INPUT RECORDS:
━━━━━━
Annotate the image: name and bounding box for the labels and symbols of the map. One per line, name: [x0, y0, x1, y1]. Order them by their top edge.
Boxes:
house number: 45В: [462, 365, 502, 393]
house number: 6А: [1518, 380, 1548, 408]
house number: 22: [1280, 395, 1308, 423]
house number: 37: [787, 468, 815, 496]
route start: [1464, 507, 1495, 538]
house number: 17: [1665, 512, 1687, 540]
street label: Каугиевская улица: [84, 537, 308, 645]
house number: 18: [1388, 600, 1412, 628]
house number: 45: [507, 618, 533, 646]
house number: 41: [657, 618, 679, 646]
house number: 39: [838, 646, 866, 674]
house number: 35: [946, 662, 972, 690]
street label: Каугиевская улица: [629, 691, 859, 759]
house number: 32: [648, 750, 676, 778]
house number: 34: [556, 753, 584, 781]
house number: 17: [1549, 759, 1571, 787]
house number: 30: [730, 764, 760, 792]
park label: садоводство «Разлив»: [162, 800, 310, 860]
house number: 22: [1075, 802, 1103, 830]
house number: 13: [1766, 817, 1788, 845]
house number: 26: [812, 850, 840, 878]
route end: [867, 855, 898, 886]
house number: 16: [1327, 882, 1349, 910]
━━━━━━
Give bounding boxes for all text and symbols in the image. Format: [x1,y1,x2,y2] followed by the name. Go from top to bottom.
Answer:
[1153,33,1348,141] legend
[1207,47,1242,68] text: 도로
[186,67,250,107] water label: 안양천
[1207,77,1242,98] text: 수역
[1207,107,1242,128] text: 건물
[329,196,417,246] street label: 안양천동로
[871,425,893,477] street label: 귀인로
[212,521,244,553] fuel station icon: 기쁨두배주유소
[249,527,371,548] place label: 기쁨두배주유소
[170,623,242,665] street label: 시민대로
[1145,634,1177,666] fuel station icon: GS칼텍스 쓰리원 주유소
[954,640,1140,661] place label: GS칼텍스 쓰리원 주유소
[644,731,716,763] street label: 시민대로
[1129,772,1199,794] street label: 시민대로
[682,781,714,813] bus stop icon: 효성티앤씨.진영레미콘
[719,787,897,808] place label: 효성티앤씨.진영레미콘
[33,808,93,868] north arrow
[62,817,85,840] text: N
━━━━━━
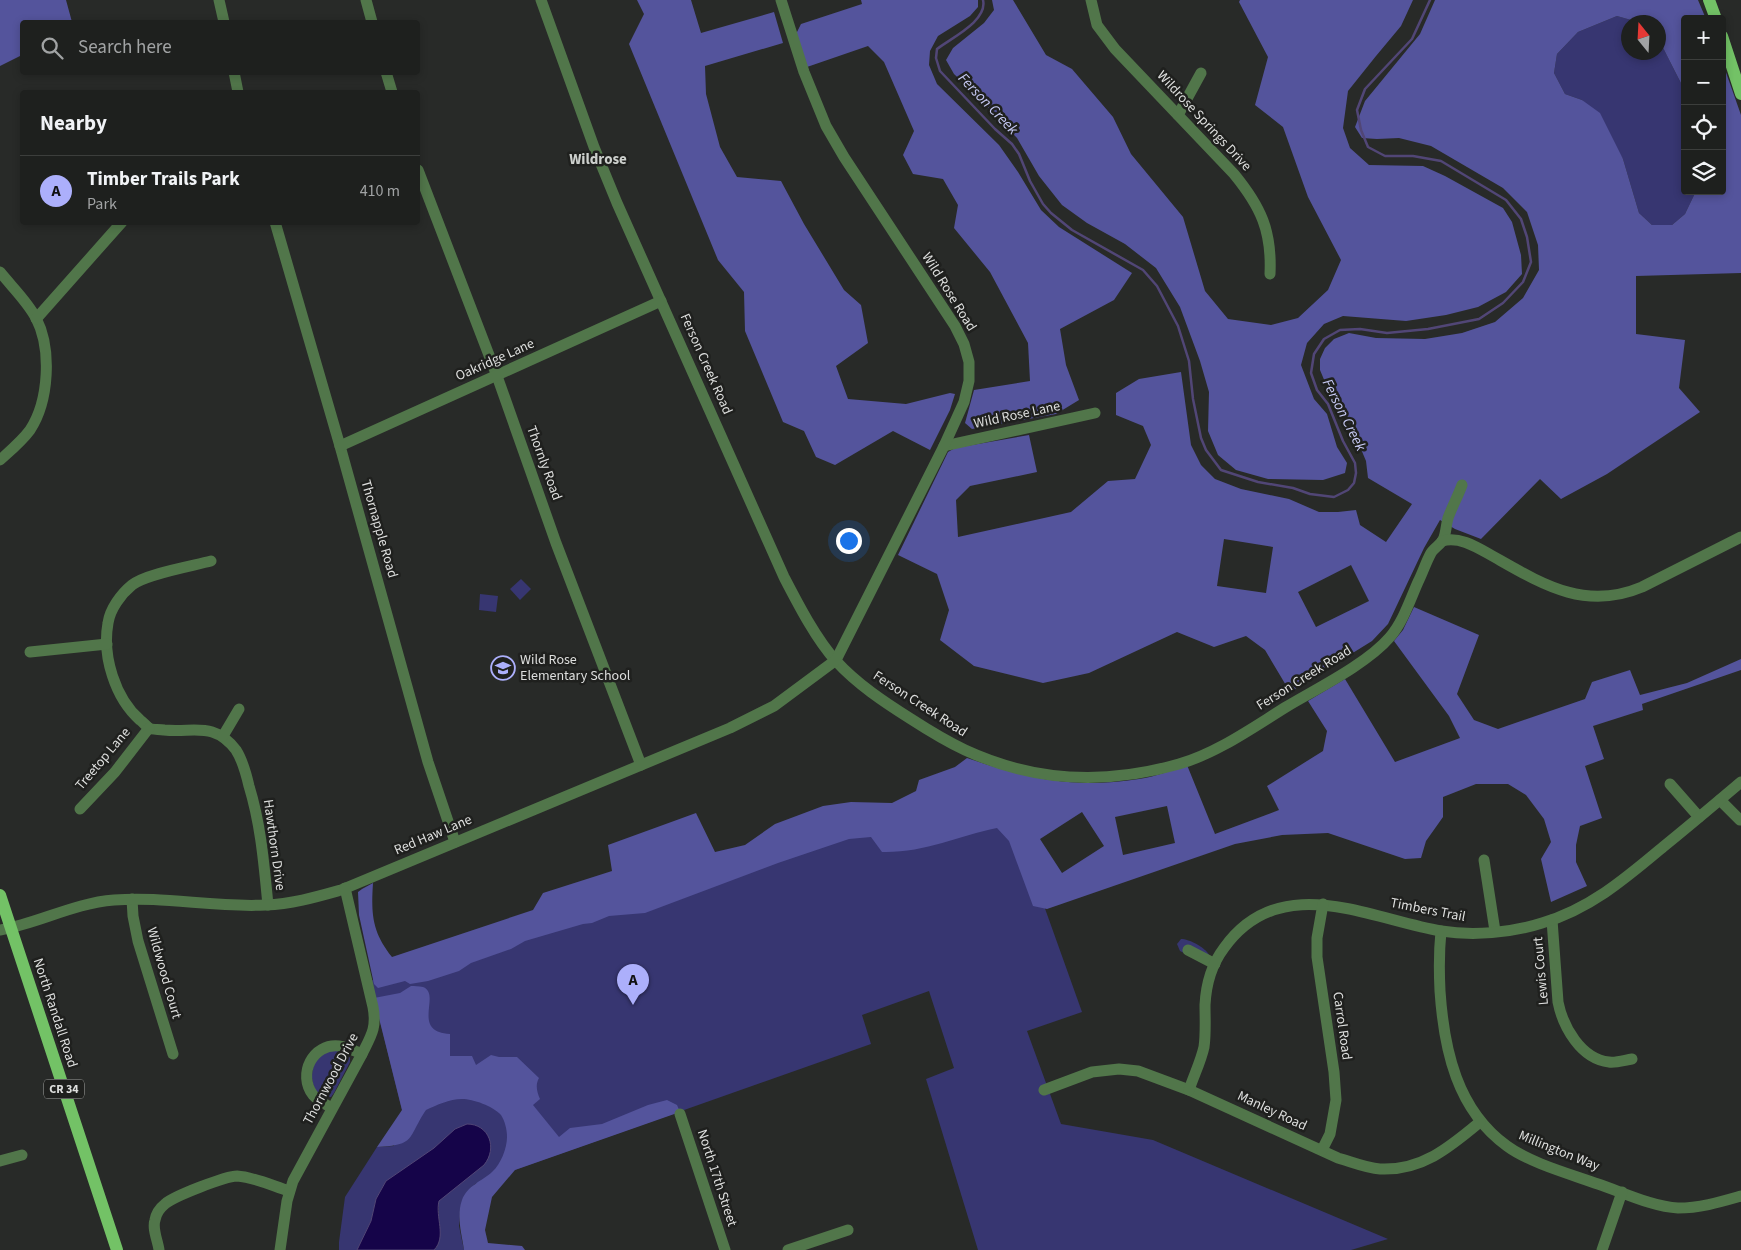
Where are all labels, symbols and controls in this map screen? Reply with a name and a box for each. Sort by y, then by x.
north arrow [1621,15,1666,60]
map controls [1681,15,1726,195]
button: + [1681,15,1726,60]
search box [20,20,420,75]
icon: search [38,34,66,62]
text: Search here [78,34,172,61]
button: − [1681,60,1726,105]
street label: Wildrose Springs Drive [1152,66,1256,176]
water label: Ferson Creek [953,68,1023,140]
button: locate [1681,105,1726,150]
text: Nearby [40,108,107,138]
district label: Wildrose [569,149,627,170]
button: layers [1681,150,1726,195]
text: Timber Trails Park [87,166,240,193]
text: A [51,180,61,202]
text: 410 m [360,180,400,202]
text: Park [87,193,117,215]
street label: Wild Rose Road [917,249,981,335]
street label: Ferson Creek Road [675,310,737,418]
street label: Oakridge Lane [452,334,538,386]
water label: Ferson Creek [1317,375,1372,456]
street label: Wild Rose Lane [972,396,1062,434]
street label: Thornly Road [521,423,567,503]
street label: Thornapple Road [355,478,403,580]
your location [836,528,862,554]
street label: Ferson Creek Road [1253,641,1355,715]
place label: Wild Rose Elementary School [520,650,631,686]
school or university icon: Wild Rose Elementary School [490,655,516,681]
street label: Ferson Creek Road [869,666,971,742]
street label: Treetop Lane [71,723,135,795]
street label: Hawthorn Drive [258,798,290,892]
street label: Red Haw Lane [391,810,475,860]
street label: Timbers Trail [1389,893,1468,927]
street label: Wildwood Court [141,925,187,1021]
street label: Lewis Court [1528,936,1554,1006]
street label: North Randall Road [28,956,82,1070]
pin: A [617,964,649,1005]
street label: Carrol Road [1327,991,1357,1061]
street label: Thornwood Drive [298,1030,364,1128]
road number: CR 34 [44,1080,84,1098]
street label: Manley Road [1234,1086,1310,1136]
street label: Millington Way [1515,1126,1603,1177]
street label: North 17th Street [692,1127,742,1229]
━━━━━━
TO DO: Nothing but a number is expected here: the number of lines in the entries that include the word "image".

SOLUTION FOR THIS PROBLEM: 2